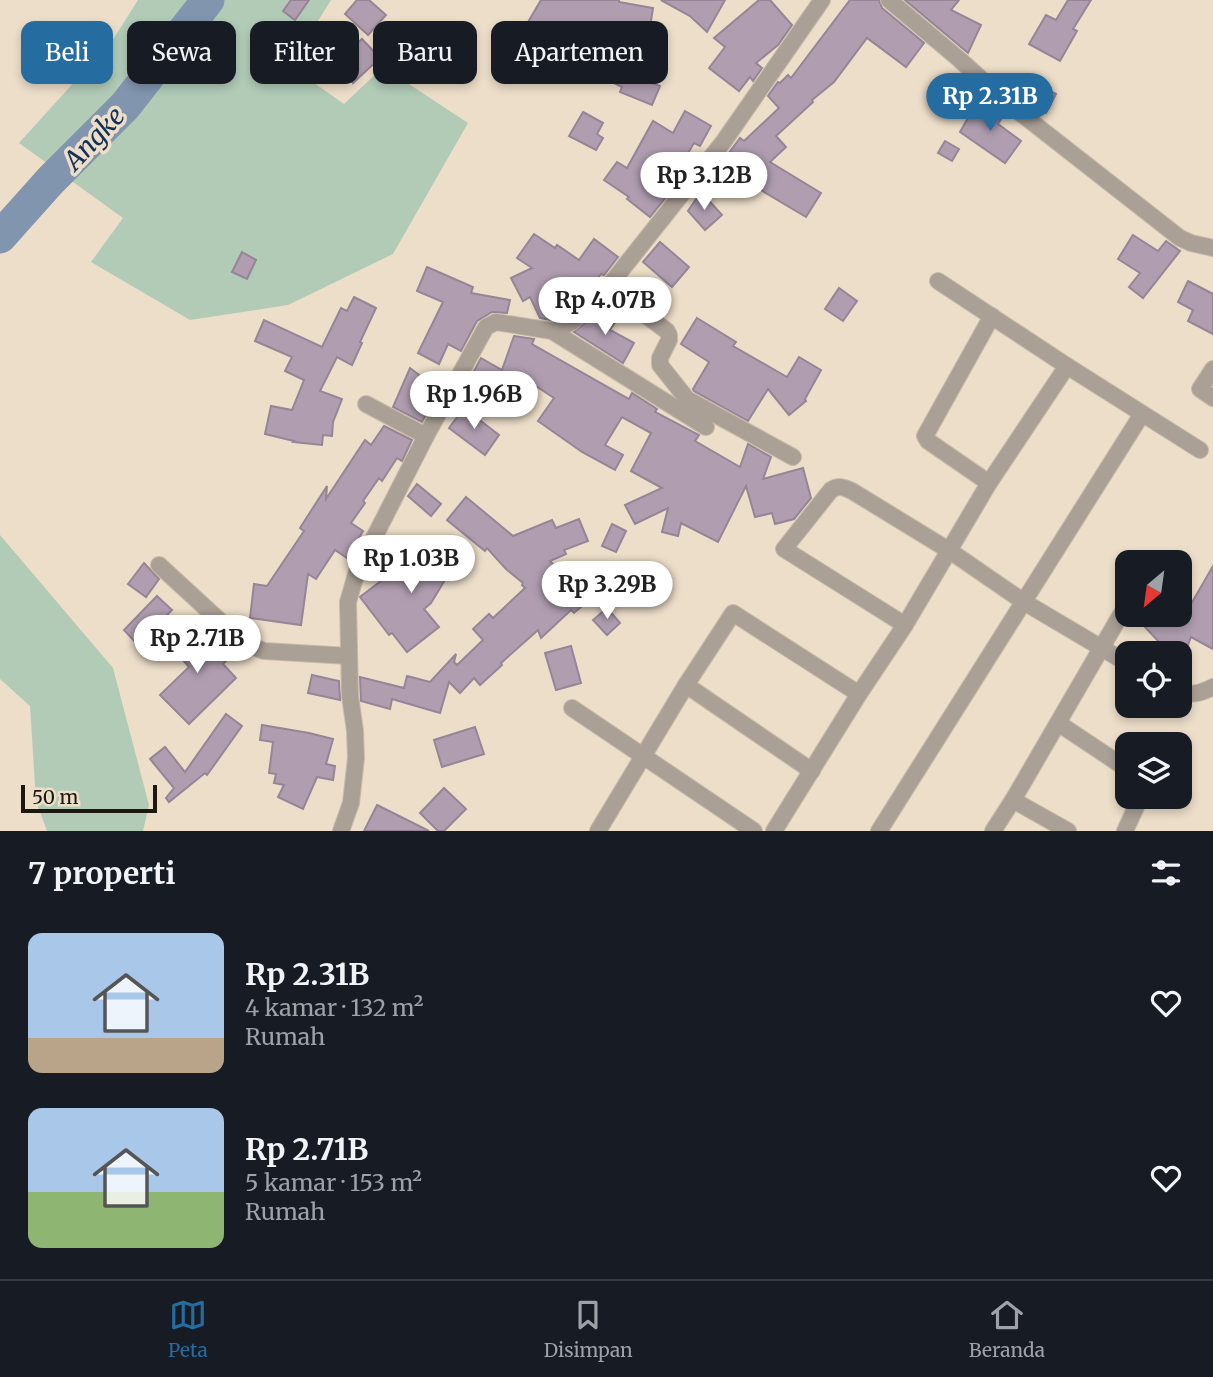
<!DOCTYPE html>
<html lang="id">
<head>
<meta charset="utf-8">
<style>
  body { margin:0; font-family:Merriweather,serif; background:#20242c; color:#f1f3f6; height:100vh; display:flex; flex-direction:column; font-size:26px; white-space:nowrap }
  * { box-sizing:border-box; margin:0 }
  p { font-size:23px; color:#9ea1a6 }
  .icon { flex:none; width:38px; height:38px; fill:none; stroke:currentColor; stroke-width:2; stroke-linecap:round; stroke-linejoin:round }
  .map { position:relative; height:831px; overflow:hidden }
  .details { display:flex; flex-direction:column; background:#171b24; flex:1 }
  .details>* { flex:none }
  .hud { position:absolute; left:21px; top:21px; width:700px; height:63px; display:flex; gap:14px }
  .needle { width:46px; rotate:209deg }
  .fabs { position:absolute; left:1115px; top:550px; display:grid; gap:14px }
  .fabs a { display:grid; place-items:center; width:77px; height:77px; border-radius:14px; background:#171b24; box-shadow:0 4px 10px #0003; font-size:35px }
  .scale { position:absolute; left:21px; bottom:18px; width:136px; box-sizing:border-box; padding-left:7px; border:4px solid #1d1810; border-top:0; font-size:19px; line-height:24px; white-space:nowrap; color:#1d1810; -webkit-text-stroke:5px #ecdec9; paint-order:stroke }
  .price { position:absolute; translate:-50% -60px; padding:0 16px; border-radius:24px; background:#fff; color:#222; font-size:23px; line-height:46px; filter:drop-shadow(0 2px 4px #0008) }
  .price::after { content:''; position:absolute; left:50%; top:42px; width:21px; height:16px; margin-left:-10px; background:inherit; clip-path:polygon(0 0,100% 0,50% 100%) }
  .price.current { background:#256ca0; color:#fff }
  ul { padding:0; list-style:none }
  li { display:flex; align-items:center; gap:21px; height:175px; padding:0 28px }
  li span { display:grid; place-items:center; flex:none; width:196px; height:140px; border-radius:14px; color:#555 }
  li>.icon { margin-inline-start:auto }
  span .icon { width:84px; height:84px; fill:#fffc; stroke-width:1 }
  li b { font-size:30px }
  h2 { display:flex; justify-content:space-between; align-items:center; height:84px; padding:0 28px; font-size:30px }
  .pill { padding:0 24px; border-radius:14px; background:#171b24; box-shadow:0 4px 10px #0003; font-size:24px; line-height:63px }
  .pill.current { background:#256ca0; color:#fff }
  .dock { display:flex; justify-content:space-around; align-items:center; height:98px; border-top:2px solid #363941; background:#171b24; font-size:19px; color:#9ea1a6 }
  .dock a { display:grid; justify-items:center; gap:4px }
  .dock .current { color:#256ca0 }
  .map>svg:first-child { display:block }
  .green { fill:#b1cbb7 }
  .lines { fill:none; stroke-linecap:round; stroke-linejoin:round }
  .river { stroke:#8195ae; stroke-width:33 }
  .building { fill:#b09eb0; stroke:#968596; stroke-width:2 }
  .minor-casing { stroke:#c7baa8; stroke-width:18 }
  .minor { stroke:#aba096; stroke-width:16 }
  .labels { text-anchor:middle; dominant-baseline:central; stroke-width:7; stroke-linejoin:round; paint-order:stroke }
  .water-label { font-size:26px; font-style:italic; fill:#123155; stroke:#ecdec9 }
</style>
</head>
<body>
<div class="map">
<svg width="1213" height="831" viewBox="0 0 1213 831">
  <rect width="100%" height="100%" fill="#ecdec9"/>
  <!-- green -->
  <g class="green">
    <path d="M138,0H331L290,66L344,104L383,67L468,123L393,254L288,305L190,320L91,262L123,218L19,143L114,38Z"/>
    <path d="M0,535L113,668L149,805L143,831H47L36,801L30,706L0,679Z"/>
  </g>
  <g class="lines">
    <!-- river -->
    <path class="river" d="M0,237L50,181L125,106L208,0"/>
  </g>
  <!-- building -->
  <g class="building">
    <path d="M291,0H309L295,20L283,11Z"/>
    <path d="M357,0H369L386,15L368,35L345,14Z"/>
    <path d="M541,0H619V2L653,8L649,34L661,36L657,56L567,40L564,52L524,29Z"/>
    <path d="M661,0H725L707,32L690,16Z"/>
    <path d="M759,0H770L792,25L778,45L756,63L762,68L753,81L750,77L739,91L709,68L725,47L714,38Z"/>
    <path d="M850,0H879L882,8L924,43L906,67L867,38L834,82L812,100L813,102L776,136L786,147L770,162L821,193L806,217L749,183L751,181L723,161L740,138L744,141L779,108L768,96L778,82L780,83L788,75L791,78Z"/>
    <path d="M905,0H959L951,10L981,25L968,53Z"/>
    <path d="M1068,0H1091L1073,29L1077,31L1060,61L1029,44L1046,15L1056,20Z"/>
    <path d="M362,39L380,58L353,83L335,63Z"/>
    <path d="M577,52L660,86L652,105L620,92L622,87L572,62Z"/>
    <path d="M1030,81L1056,94L1046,113L1020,100Z"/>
    <path d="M977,102L1002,117L998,124L1021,141L1005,163L960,132Z"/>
    <path d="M685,111L711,126L700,146L694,143L674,177L679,181L650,217L627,199L629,197L604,180L617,162L627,168L653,121L673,133Z"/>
    <path d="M583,112L603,123L597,134L603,138L596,150L569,136Z"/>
    <path d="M945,141L959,149L952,161L938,153Z"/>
    <path d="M701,192L722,215L705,230L688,211Z"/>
    <path d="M534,234L555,248L557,245L579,260L594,239L618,257L604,275L601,274L585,295L566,313L551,320L540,318L530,297L523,301L511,278L532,268L517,258Z"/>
    <path d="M1133,235L1158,251L1166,241L1180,251L1143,298L1129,287L1140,273L1118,259Z"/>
    <path d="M660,242L689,267L672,287L643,262Z"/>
    <path d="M242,252L256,260L247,279L232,272Z"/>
    <path d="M427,267L473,287L471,293L510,300L507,313L492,312L477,321L461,351L448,344L439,364L418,353L443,302L417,291Z"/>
    <path d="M1188,281L1213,294V334L1188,321L1193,310L1178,302Z"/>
    <path d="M839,288L857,301L843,321L825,309Z"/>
    <path d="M354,297L376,308L360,342L362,343L352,365L337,357L320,391L342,399L333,422L332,436L323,435L322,445L293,442L294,441L265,434L271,406L292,410L304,380L285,371L292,357L255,341L264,320L322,347L341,308L347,311Z"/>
    <path d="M598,312L615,322L610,330L634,343L623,363L574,332Z"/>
    <path d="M697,318L736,342L733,346L787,377L799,357L821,370L805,399L806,401L789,415L768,389L748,421L694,391L693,389L709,362L681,344Z"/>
    <path d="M514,336L534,339L532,344L629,399L632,393L657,409L655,412L699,435L695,441L740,467L748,444L771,457L763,479L803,468L811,498L794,519L775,524L772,513L755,517L746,486L718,542L681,523L678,536L662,532L668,508L635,524L625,505L662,488L631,471L651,433L622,417L605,445L623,455L615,470L582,452L538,421L554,398L528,381L514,405L469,380L481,358L502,370Z"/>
    <path d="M410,368L431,384L425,397L433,401L422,422L393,407Z"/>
    <path d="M464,408L499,435L485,455L449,428Z"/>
    <path d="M384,426L412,440L402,461L397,458L382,481L379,478L363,501L365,503L351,523L363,531L347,558L335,550L316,579L308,574L301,625L250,618L254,584L267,586L304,531L300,528L327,486L326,499L365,440L371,445Z"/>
    <path d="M417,484L441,504L431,516L408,496Z"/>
    <path d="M466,497L513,536L552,520L556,528L579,519L588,541L564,550L566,554L550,561L587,602L574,613L571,610L541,638L538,630L501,663L502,665L480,685L474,678L460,693L449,682L440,713L392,699L390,709L361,701L360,677L404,688L407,676L430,682L456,654L454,662L457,665L483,640L473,629L489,614L493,618L525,588L522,585L523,583L506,569L487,548L485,551L447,520Z"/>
    <path d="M612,524L626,531L616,552L602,546Z"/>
    <path d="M417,544L429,551L433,544L458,558L431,603L424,609L439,627L407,652L392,633L389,635L360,597L407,561Z"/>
    <path d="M144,563L159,579L146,597L128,584Z"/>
    <path d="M1213,566V649L1191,637L1185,653H1158L1161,644L1143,625L1154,614H1169L1179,625Z"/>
    <path d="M157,596L172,610L138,645L124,630Z"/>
    <path d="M607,608L620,623L607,635L593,620Z"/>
    <path d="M196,623L212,641L210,643L227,660L223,664L236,678L189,724L160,695L189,667L170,645Z"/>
    <path d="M571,646L581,683L556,690L545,653Z"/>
    <path d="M312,675L339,681L340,700L308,693Z"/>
    <path d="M226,714L242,726L207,775L205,773L169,802L166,798L174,788L150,759L165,747L185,772Z"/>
    <path d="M262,725L309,733L333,739L326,764L335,766L333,780L317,777L303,809L278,797L284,785L274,783L276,774L269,773L273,742L260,740Z"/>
    <path d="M475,727L484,754L442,767L434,740Z"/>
    <path d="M444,788L466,809L444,831H438L420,813Z"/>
    <path d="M377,805L429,831H364Z"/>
  </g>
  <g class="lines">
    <defs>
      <g id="minor">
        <path d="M889,0L960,60L1010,105L1180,238L1191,243L1213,248"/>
        <path d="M938,281L1067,366L1200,450"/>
        <path d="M608,287L667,331L669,335V340L660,358V365L687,399L793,457"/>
        <path d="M552,331L572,322L604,292L724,141L822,0"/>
        <path d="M1213,369L1200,389L1213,398"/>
        <path d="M366,404L426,436"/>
        <path d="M989,483L928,441L925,436L992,316"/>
        <path d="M159,565L233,633L246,644L264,651L349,656"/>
        <path d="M905,625L784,549L831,490C839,485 843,487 852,491L950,551L1024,602L1127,663"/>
        <path d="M686,685L812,771"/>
        <path d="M1180,691C1192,696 1201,693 1213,687"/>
        <path d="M572,708L754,831"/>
        <path d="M1058,723L1127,769"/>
        <path d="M1013,800L1068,831"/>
        <path d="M341,831L351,803L356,758L355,731L350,696L348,602L357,571L426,436L486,327L496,322L552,331L706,427"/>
        <path d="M598,831L686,685L733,613L859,694"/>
        <path d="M774,831L859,694L905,625L989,483L1067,366"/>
        <path d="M879,831L1142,414"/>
        <path d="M993,831L1013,800L1127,604"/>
        <path d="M1125,831L1141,796"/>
      </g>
    </defs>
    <!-- minor casing -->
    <use href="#minor" class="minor-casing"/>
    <!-- minor -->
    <use href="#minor" class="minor"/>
  </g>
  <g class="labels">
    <!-- water labels -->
    <g class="water-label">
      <text transform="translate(94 138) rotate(-47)">Angke</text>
    </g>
  </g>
</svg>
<div class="fabs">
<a><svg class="needle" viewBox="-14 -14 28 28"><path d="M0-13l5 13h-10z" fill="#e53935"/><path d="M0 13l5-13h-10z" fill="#9ea1a6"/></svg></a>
<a><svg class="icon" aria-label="locate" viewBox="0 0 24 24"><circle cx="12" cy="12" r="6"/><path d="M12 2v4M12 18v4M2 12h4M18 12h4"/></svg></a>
<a><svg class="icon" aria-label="layers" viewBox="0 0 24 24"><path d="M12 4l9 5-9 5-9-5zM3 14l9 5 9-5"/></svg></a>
</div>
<div class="scale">50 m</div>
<b class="price current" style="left:990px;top:133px">Rp 2.31B</b>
<b class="price" style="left:704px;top:212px">Rp 3.12B</b>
<b class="price" style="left:605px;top:337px">Rp 4.07B</b>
<b class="price" style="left:474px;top:431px">Rp 1.96B</b>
<b class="price" style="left:411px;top:595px">Rp 1.03B</b>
<b class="price" style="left:607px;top:621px">Rp 3.29B</b>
<b class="price" style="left:197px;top:675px">Rp 2.71B</b>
<div class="hud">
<a class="pill current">Beli</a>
<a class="pill">Sewa</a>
<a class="pill">Filter</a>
<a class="pill">Baru</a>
<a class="pill">Apartemen</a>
</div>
</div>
<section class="details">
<h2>7 properti<svg class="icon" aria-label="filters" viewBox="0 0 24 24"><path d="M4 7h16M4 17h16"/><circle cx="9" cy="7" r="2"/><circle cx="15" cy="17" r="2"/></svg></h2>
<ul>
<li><span style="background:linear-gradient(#a9c7e8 75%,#b9a48a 0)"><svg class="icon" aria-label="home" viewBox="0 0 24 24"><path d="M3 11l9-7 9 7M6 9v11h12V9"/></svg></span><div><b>Rp 2.31B</b><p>4 kamar · 132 m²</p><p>Rumah</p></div><svg class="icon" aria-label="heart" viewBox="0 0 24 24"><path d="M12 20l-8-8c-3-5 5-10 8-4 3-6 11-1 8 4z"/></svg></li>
<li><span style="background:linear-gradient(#a9c7e8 60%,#8fb573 0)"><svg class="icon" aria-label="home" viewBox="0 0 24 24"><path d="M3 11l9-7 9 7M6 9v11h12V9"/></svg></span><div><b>Rp 2.71B</b><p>5 kamar · 153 m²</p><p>Rumah</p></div><svg class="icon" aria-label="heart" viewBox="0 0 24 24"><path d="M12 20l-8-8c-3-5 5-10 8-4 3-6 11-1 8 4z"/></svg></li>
</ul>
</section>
<nav class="dock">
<a class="current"><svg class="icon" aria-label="map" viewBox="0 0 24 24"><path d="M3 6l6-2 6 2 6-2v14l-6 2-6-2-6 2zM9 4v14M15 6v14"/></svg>Peta</a>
<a><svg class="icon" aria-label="saved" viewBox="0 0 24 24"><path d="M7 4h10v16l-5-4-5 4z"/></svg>Disimpan</a>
<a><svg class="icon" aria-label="home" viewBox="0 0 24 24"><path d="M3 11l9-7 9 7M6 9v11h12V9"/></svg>Beranda</a>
</nav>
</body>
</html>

++++++

• WHAT TO PRODUCE: Search the entries for the word "linecap". Copy every line where it occurs.

• TASK RESULT:
  .icon { flex:none; width:38px; height:38px; fill:none; stroke:currentColor; stroke-width:2; stroke-linecap:round; stroke-linejoin:round }
  .lines { fill:none; stroke-linecap:round; stroke-linejoin:round }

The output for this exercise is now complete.